そして、この星野文子たちの到着よりも一時間以上前に、銀泥荘の主人、山岡荘二郎の学生時代の友人で彫刻家の萩本裕二が邸宅に到着しており、荘二郎と書斎で話し込んでいた。
このように銀泥荘の館内は一見楽しげな雰囲気が漂っているが、事件の不吉な予兆がまったくなかったわけではない。
当日の予定されている客人に小倉雅之という人物がいたのだが、午後五時を過ぎても彼は銀泥荘に到着せず、連絡も一切なかったのである。
「どこかで車がスリップして横転でもしていないか」
と言って山岡荘二郎は、館の電話から何度か彼のスマートフォンに電話をかけたのだが、反応はなかった。そもそもこのあたりの山は圏外になってしまい、携帯電話が通じない。もし不慮の事故があったとしても、知らせることはできないだろう。そこで荘二郎は、山道の様子を見てくると言って、車で出かけた。
帰ってきた彼は、
「山道には、交通事故らしきものも見つからなかったし、人らしきものは見つからなかった」
と言った。
午後六時を過ぎた時点で、邸宅には連絡のつかない小倉雅之を除いた全員が揃っていたとされている。当日の客人は星野文子、星野諭吉、萩本裕二。山岡家の関係者は、山岡荘二郎、その妻の富士江、娘の楓とその妹の杏、料理人の上沼栄之助、執事の三田村慶吾である。

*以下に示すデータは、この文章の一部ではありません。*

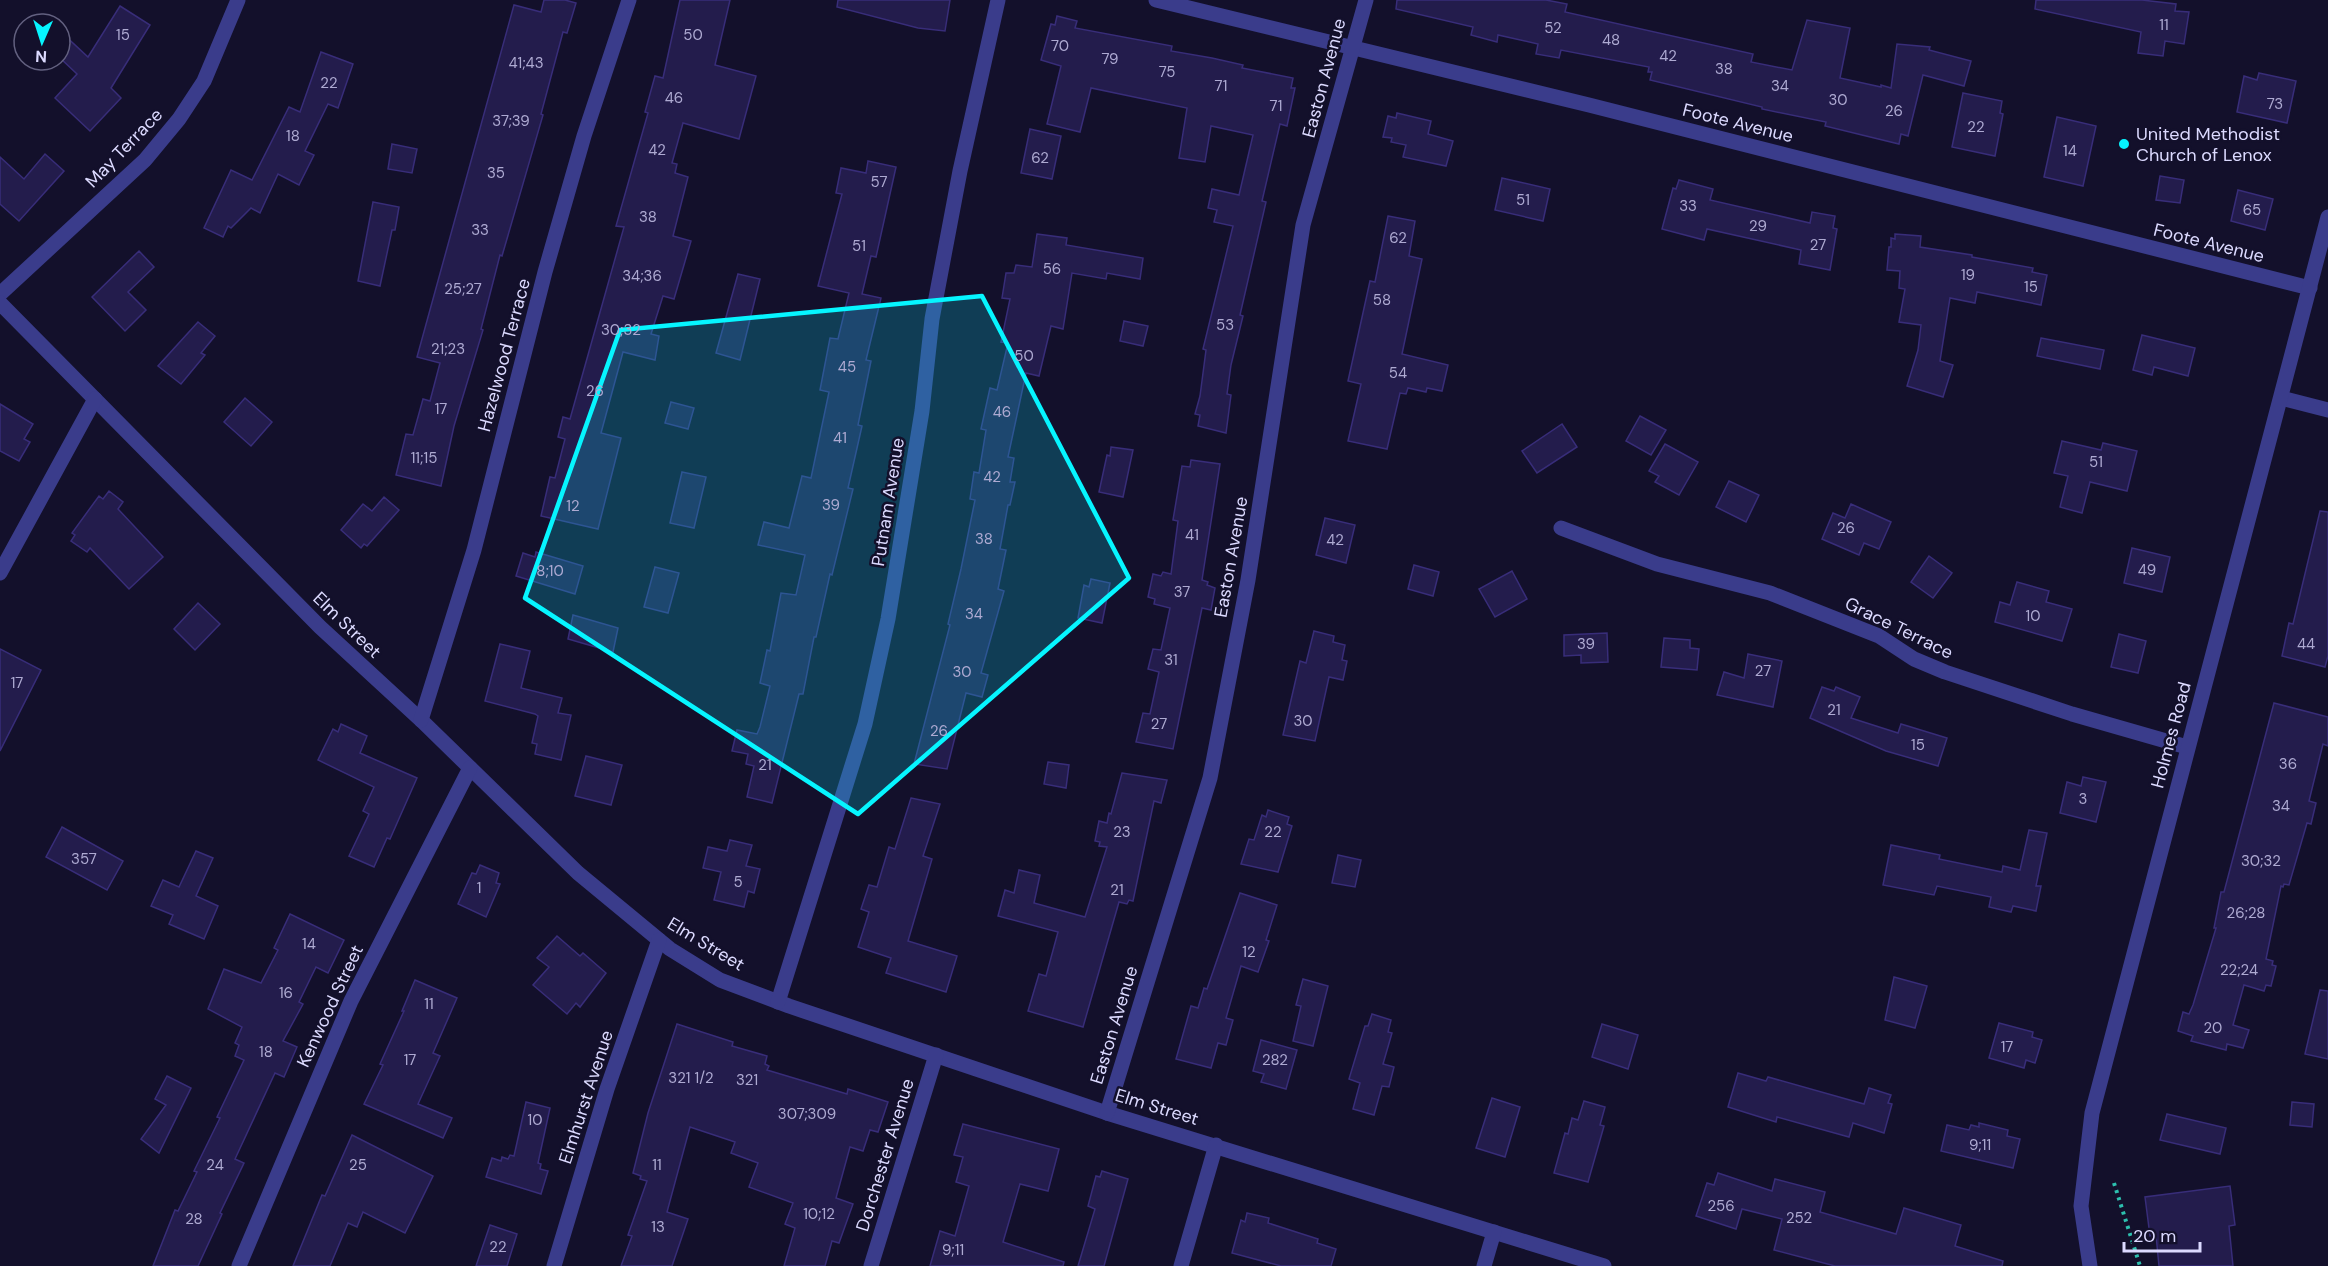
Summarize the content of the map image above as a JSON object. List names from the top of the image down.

事件発生後、根来警部によって容疑者と目されたのは、この十人である。被害者まで容疑者に含まれているのはそれなりの理由があるのだが、ここではそれに触れないでおこう。
それでは、年越しパーティーの様子から見ていくとしよう。
*
銀泥荘の一階にある広い居間には、巨大なテレビがあり、人々がくつろぐためのソファーがL字に置かれている。一面には、広い窓ガラスがある。窓からは白い雪が吹き荒れて、暗くなってしまった世界が見えている。
この時、執事と料理人を除いた人々が、ソファーに腰掛けてくつろぎ、さまざまな西洋料理を食していた。山盛りのポテトサラダ、蟹のクリームスパゲティ、ローストビーフ、チーズケーキなどなど。幼稚園児の諭吉も玉子入りのサンドイッチなどを食べている。
山岡荘二郎は、四角い顔つき、黒髪を撫でつけており、ばりっとした高級なスーツ姿で、客人の前に現れて以降、美術評論家らしく、赤ワインを片手に、エジプトの猫の女神、バステトの像を先日買い求めたという自慢話をしている。近々、彼のエジプト芸術についての記事が某芸術雑誌に掲載されるらしい。
星野文子も、萩本裕二も、ここにいる客人は、山岡の関わっている美術倶楽部の会員なのだ。美術の話に夢中になっており、テレビの画面の中のお笑い芸人の漫才や、演歌歌手の歌などには興味が湧かないらしい。
「旦那さまもいらっしゃったらよかったのに」
と山岡荘二郎の妻、富士江が微笑んで、星野文子に言った。
「あの人は駄目なんですよ。ほんとに仕事一本で……」
と文子はいかにも不満そうに言った。
「それに主人は、芸術関係のことは何もわからないので、東京の自宅に一人で残してきて、本人にとっても良かったと思いますの」
と文子はさらりと酷いことを言う。
自身も芸術家として活動している萩本裕二は、荘二郎の語るエジプト芸術に興味を抱いたらしく、
「それで、そのバステトの像は今どこにあるのですか?」
と尋ねた。
「展示室にあるよ。せっかく銀泥荘においでになったのだ。ご覧になるかな」
山岡荘二郎はさも嬉しそうに答えた。
「是非、拝見したいものですね」
「わたしもどんなものか、見せていただきたいですわ」
と文子も言った。
そこで山岡荘二郎は、萩本裕二と星野文子の二人を連れて、玄関ホールからエレベーターに乗り、三階の展示室に向かったということである。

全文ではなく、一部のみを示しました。